While skimming updates posted to the social internet by far flung friends earlier this evening, I got sucked into reading a post recalling somebody’s formative years – and how many of their favourite memories were attached to Washington Square Park. I stopped in my tracks, opened a chat window, and asked the author directly:
“Is that THE Washington Square Park, in New York ?”
I then had to admit that my frame of reference doesn’t come from hanging out with adolescent friends, meeting for coffee, or forging life long coming-of-age memories. My Washington Square Park exists in books, movies, and stories about chess players that once sat at the tables in the corner of the park.
For many people who become interested in chess, Washington Square Park is kind of hallowed ground. In recent years the park has become synonymous with the late Bobby Fischer, through the movie “Searching for Bobby Fischer” (about the childhood of chess prodigy Josh Waitzkin), and latterly when various Grandmasters have visited to play the various hustlers before posting their exploits to YouTube. There are so many other characters though – mostly lost in history, but some burning brightly among the stories told in old books.

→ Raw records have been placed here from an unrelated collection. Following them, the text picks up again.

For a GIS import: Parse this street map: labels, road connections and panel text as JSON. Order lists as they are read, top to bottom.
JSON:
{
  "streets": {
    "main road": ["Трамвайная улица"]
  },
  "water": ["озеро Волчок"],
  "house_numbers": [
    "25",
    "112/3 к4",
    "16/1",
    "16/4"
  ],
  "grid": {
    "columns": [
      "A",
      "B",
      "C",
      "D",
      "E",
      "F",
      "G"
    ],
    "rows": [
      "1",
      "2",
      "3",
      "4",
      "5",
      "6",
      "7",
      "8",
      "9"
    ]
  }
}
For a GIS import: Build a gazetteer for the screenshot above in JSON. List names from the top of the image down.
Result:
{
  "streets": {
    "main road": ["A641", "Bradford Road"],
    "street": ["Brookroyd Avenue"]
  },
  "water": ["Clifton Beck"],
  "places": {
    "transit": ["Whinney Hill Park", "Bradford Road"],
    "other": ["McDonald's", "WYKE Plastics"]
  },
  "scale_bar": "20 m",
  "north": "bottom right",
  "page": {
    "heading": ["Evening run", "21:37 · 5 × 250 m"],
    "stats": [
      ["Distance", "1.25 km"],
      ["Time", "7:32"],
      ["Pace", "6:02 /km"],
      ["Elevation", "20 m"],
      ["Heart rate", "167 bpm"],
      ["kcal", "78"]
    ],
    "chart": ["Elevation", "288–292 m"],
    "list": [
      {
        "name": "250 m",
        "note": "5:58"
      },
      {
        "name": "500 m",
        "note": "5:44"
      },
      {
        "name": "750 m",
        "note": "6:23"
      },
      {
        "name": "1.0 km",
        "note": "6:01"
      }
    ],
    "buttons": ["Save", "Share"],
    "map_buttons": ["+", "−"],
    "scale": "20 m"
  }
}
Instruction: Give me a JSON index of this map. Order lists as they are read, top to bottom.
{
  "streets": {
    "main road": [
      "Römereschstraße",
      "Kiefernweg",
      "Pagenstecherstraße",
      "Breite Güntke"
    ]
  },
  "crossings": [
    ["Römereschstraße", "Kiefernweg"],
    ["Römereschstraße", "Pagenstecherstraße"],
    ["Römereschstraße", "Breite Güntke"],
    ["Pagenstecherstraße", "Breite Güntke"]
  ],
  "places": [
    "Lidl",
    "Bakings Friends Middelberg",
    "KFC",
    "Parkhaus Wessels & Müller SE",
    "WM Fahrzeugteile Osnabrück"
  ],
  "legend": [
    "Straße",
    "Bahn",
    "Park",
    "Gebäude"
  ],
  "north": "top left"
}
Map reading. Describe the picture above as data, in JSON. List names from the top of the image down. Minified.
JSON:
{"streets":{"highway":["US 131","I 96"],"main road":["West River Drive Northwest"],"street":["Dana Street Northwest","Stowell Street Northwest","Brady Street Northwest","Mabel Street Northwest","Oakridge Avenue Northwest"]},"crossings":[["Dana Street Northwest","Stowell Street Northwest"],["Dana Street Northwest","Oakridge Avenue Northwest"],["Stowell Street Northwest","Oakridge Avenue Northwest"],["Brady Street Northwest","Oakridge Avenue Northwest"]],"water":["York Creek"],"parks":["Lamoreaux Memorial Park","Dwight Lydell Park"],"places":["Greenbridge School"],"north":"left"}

Hustlers, tramps, and vagrants who lost everything to their obsession with the game, and vanished into a world of drugs, alcohol, and a whirlpool of mental illnesses.
Thinking of Washington Square Park takes me back to a visit to Paris with my other half, several years before we had children. While wandering around the city we discovered the “Jardin de Luxembourg”, which also has a corner filled with chess players. The memory has never left me of an old man agonising over his next move against an old friend – rocking back and forth, clutching the top of his head with his hand.
I can’t remember the last time I played a half-serious game of chess. I have of course taught all of our children to play, and several friend’s children – but haven’t played competitively for many, many years. There was a time when I read books about the game, it’s history, and it’s historical characters. Truth be told, I always found the history more fascinating than the game itself – which perhaps explains why I never became that good. I guess being able to string a few moves together will forever remain something I can use to scare the life out of people who ever invite me to play them over a drink after dinner.